ABOUT THIS TASK: Write out, exactly and only, the lines that run from the top of the records to the line with "0 #a9a9a9) drop-shadow(-1px". Include both ends; exclude pictures.

DATA SECTION:
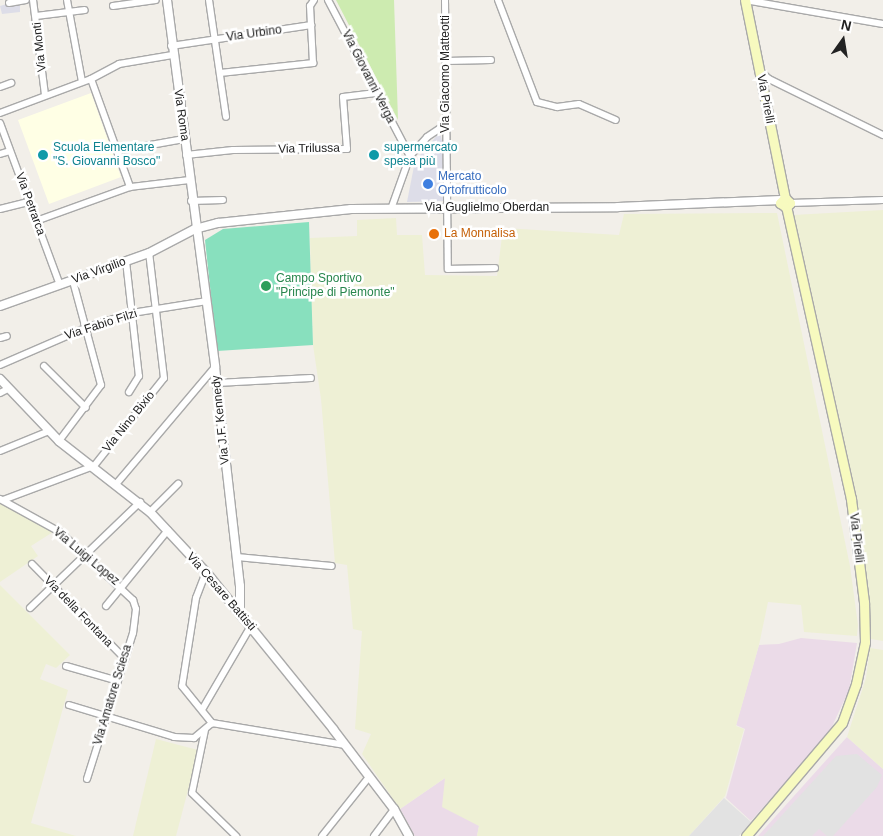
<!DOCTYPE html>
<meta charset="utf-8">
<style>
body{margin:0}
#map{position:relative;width:883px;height:836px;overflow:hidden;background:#f2efe9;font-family:Helvetica,sans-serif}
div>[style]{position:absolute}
.industrial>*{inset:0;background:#ebdbe8}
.education>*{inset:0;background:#ffffe5}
.farmland>*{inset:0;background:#eef0d5}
.grass>*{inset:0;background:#cdebb0}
.pitch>*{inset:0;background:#88e0be}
.parking>*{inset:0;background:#e2e2e2}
.plaza>*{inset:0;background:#dddde8}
.roads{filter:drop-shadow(1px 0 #a9a9a9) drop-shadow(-1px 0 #a9a9a9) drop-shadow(0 1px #a9a9a9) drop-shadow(0 -1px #a9a9a9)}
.minor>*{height:6px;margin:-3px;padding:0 3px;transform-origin:3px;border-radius:3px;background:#fff}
.tertiary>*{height:8px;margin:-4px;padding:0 4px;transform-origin:4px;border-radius:4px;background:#fff}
.secondary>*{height:9px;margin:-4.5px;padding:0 4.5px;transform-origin:4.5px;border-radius:4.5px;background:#f7fabf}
.dots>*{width:14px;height:14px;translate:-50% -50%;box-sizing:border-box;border:2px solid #fff;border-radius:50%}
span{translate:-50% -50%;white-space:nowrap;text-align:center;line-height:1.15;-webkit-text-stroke:5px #fff;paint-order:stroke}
.street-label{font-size:12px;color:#222}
.culture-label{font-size:12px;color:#0d838f}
.left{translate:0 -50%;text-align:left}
.shop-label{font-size:12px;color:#366cbe}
.food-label{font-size:12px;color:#c56008}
.leisure-label{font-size:12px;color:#27864d}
.north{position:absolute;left:818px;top:15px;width:50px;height:50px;-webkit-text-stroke:4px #fff;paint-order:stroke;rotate:13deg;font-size:14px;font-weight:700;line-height:20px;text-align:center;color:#222}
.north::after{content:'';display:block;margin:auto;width:18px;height:22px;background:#222;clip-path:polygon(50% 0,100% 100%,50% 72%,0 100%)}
</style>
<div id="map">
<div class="industrial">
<div style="clip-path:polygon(801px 638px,857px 643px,849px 690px,829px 733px,751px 821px,726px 798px,745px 729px,736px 725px,759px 645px,779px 644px)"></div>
<div style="clip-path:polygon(847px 737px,883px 769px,883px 836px,758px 836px)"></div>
<div style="clip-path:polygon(445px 778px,479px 826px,477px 836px,415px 836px,400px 809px)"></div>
</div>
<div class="education">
<div style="clip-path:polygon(91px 93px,121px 177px,49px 204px,18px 120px)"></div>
</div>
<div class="farmland">
<div style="clip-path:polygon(883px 210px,883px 641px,871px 639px,869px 605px,793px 215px)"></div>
<div style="clip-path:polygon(777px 213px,850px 566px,858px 625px,857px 636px,804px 632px,801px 605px,768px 602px,759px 645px,736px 726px,744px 729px,725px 796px,689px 836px,477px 836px,479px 826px,442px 807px,445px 778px,400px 809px,362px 754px,371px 734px,355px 729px,362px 631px,353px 629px,347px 565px,335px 563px,321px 399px,313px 345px,310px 238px,357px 236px,357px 220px,396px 218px,397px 235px,422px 235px,425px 275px,497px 276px,503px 228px,619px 235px,624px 214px)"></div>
<div style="clip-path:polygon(0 501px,53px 532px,31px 546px,38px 556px,0 582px)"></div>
<div style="clip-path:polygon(0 585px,70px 655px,56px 668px,46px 664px,40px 679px,68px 690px,31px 823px,76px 836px,0 836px)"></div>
<div style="clip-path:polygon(870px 648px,883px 650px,883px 769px,847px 737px,866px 678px)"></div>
<div style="clip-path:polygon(156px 739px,198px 750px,187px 794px,176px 836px,133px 836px)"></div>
</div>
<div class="grass">
<div style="clip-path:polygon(336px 0,394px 0,398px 120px)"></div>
</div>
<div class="pitch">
<div style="clip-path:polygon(309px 222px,313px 345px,217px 351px,205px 240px,223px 229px)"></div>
</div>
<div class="parking">
<div style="clip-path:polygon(857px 754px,882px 775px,877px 787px,833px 836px,827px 836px,819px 829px,812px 836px,763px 836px,836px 756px)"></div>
<div style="clip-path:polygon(724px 798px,751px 822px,739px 836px,689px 836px)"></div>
</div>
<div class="plaza">
<div style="clip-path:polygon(6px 0,29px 0,30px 3px,20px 5px,20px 12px,2px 14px,0 6px,7px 4px)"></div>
<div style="clip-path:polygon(440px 132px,443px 145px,444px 201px,407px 202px,415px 161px)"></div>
</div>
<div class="roads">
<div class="minor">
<div style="left:33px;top:0;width:96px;rotate:82.8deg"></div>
<div style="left:67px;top:0;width:83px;rotate:79.6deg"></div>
<div style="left:209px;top:0;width:118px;rotate:81.7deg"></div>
<div style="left:328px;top:0;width:176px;rotate:62.3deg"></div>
<div style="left:410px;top:156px;width:56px;rotate:109.7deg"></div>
<div style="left:445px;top:0;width:269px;rotate:89.4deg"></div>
<div style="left:448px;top:269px;width:47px;rotate:-1.2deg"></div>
<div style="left:498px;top:0;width:109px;rotate:69.1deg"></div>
<div style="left:537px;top:102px;width:21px;rotate:14deg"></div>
<div style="left:557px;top:107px;width:22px;rotate:-8deg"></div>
<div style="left:579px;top:104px;width:40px;rotate:23.4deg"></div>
<div style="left:745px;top:0;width:140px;rotate:9.9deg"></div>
<div style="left:9px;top:3px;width:17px;rotate:-10deg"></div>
<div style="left:113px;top:6px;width:43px;rotate:-7.9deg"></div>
<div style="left:36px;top:16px;width:49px;rotate:-7deg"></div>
<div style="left:171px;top:46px;width:142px;rotate:-8.5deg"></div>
<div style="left:311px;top:25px;width:19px;rotate:-93deg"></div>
<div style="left:310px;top:6px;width:7px;rotate:-56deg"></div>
<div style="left:446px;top:61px;width:45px;rotate:-1.3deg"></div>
<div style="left:760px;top:71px;width:12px;rotate:42deg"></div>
<div style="left:769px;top:79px;width:127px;rotate:26.2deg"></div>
<div style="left:220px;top:73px;width:94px;rotate:-6.1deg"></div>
<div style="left:313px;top:63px;width:38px;rotate:-93deg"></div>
<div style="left:91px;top:79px;width:115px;rotate:70.1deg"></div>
<div style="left:0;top:87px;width:12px;rotate:-20deg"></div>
<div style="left:0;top:113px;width:97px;rotate:-20.5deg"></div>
<div style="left:91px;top:79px;width:32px;rotate:-28deg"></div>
<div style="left:119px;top:64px;width:54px;rotate:-9.6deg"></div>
<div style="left:0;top:123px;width:173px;rotate:69.7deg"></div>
<div style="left:117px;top:151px;width:68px;rotate:-10.2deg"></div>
<div style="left:0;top:154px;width:10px;rotate:-17deg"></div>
<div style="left:186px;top:155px;width:47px;rotate:-6.1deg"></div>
<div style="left:233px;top:150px;width:114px;rotate:-0.5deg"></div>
<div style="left:347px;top:149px;width:52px;rotate:-94.4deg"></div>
<div style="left:343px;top:97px;width:33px;rotate:-7deg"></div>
<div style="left:410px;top:156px;width:25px;rotate:-48deg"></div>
<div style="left:427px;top:137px;width:23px;rotate:-34deg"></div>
<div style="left:191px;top:201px;width:32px;rotate:-2deg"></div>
<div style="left:790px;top:203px;width:93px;rotate:-1.8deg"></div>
<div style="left:0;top:209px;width:30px;rotate:-14deg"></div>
<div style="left:36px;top:221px;width:100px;rotate:-19.9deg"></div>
<div style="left:130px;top:187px;width:59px;rotate:-6.8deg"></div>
<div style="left:126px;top:261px;width:116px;rotate:83.6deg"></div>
<div style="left:139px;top:376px;width:19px;rotate:122deg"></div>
<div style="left:0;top:338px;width:7px;rotate:-16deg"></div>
<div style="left:0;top:365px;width:93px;rotate:-23.5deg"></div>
<div style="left:85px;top:328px;width:49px;rotate:-17.7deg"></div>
<div style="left:132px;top:313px;width:76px;rotate:-9.1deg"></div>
<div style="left:44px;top:366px;width:59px;rotate:45deg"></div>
<div style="left:217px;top:383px;width:94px;rotate:-3deg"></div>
<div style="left:0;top:393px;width:9px;rotate:-27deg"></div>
<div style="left:59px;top:441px;width:70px;rotate:-53.1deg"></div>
<div style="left:101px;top:385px;width:108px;rotate:-105.1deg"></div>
<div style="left:0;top:451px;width:53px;rotate:-22.2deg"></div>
<div style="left:117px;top:483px;width:152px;rotate:-49.8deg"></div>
<div style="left:0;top:499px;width:68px;rotate:28.8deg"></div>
<div style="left:60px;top:532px;width:100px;rotate:43deg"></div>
<div style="left:133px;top:600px;width:9px;rotate:72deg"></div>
<div style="left:136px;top:609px;width:24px;rotate:97deg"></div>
<div style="left:133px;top:633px;width:153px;rotate:107.5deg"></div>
<div style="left:3px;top:500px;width:97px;rotate:-20.5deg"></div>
<div style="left:94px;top:466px;width:112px;rotate:-51.5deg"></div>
<div style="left:164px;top:378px;width:126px;rotate:-96.8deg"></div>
<div style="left:150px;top:512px;width:40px;rotate:-45deg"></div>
<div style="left:237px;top:557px;width:95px;rotate:5.4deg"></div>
<div style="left:32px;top:564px;width:133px;rotate:45.6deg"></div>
<div style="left:206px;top:572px;width:28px;rotate:111deg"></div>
<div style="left:196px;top:598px;width:89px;rotate:99deg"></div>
<div style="left:182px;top:686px;width:48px;rotate:51deg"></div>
<div style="left:106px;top:606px;width:98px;rotate:-50.8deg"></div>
<div style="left:30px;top:608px;width:153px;rotate:-43.9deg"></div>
<div style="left:66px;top:666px;width:54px;rotate:16.1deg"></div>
<div style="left:69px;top:705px;width:110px;rotate:16.9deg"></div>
<div style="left:174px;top:737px;width:20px;rotate:3deg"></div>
<div style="left:194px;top:738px;width:23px;rotate:-40deg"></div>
<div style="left:203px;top:708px;width:95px;rotate:-59.7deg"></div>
<div style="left:212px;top:723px;width:135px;rotate:9.4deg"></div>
<div style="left:205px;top:730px;width:64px;rotate:101.7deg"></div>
<div style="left:192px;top:793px;width:62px;rotate:44.3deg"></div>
<div style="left:322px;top:836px;width:75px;rotate:-51.5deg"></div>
<div style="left:374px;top:836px;width:34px;rotate:-53deg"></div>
</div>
<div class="tertiary">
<div style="left:167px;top:0;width:370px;rotate:82.5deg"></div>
<div style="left:215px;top:367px;width:220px;rotate:83.5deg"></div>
<div style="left:240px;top:586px;width:26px;rotate:90deg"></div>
<div style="left:0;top:306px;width:158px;rotate:-19.6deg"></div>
<div style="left:149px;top:253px;width:52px;rotate:-27.6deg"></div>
<div style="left:195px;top:229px;width:24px;rotate:-15deg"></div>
<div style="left:218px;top:223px;width:134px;rotate:-6deg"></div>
<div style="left:351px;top:209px;width:267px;rotate:-0.4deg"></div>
<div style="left:618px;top:207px;width:163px;rotate:-2.5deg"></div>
<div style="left:0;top:379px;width:86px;rotate:46.4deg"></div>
<div style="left:59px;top:441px;width:115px;rotate:38deg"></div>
<div style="left:150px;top:512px;width:82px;rotate:47deg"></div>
<div style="left:206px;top:572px;width:202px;rotate:51deg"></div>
<div style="left:333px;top:729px;width:101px;rotate:52.7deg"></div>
<div style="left:394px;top:809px;width:31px;rotate:61deg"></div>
</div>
<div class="secondary">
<div style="left:745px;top:0;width:202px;rotate:78.6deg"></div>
<div style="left:785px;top:198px;width:7px;rotate:45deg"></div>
<div style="left:790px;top:203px;width:6px;rotate:135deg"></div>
<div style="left:786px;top:207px;width:7px;rotate:-146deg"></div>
<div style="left:780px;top:203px;width:7px;rotate:-45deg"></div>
<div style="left:746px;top:836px;width:148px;rotate:-49.7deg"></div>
<div style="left:842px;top:723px;width:41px;rotate:-70.3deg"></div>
<div style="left:856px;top:684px;width:43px;rotate:-77.9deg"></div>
<div style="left:865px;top:642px;width:40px;rotate:-91.4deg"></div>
<div style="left:864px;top:602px;width:104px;rotate:-97.2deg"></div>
<div style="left:851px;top:499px;width:299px;rotate:-102.5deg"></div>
</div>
</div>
<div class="dots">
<div style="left:43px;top:155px;background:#0f9aa8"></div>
<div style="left:374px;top:155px;background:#0f9aa8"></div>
<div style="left:428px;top:184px;background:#3f7fe0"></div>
<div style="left:434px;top:234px;background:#e8710a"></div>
<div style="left:266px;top:286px;background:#2e9e5b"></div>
</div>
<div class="street-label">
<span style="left:254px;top:34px;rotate:-8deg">Via Urbino</span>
<span style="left:40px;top:47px;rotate:-96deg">Via Monti</span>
<span style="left:446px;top:74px;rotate:-90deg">Via Giacomo Matteotti</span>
<span style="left:368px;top:77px;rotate:63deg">Via Giovanni Verga</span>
<span style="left:765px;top:99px;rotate:79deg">Via Pirelli</span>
<span style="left:181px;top:115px;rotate:82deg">Via Roma</span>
<span style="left:309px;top:149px;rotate:-1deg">Via Trilussa</span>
<span style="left:30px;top:204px;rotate:70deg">Via Petrarca</span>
<span style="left:487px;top:208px">Via Guglielmo Oberdan</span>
<span style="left:99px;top:271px;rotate:-20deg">Via Virgilio</span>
<span style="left:101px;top:325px;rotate:-18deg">Via Fabio Filzi</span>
<span style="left:221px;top:420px;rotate:-96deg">Via J.F. Kennedy</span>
<span style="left:129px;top:422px;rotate:-51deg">Via Nino Bixio</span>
<span style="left:856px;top:538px;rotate:83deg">Via Pirelli</span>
<span style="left:86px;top:557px;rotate:40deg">Via Luigi Lopez</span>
<span style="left:221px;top:592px;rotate:49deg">Via Cesare Battisti</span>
<span style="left:78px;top:612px;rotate:46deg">Via della Fontana</span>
<span style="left:113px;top:695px;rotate:-73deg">Via Amatore Sciesa</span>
</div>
<div class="culture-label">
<span class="left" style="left:53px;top:155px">Scuola Elementare<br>"S. Giovanni Bosco"</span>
<span class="left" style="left:384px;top:155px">supermercato<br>spesa più</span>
</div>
<div class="shop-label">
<span class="left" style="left:438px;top:184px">Mercato<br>Ortofrutticolo</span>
</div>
<div class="food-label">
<span class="left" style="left:444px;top:234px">La Monnalisa</span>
</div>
<div class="leisure-label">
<span class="left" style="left:276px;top:286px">Campo Sportivo<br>"Principe di Piemonte"</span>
</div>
<div class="north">N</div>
</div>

EXERCISE RESPONSE:
<!DOCTYPE html>
<meta charset="utf-8">
<style>
body{margin:0}
#map{position:relative;width:883px;height:836px;overflow:hidden;background:#f2efe9;font-family:Helvetica,sans-serif}
div>[style]{position:absolute}
.industrial>*{inset:0;background:#ebdbe8}
.education>*{inset:0;background:#ffffe5}
.farmland>*{inset:0;background:#eef0d5}
.grass>*{inset:0;background:#cdebb0}
.pitch>*{inset:0;background:#88e0be}
.parking>*{inset:0;background:#e2e2e2}
.plaza>*{inset:0;background:#dddde8}
.roads{filter:drop-shadow(1px 0 #a9a9a9) drop-shadow(-1px 0 #a9a9a9) drop-shadow(0 1px #a9a9a9) drop-shadow(0 -1px #a9a9a9)}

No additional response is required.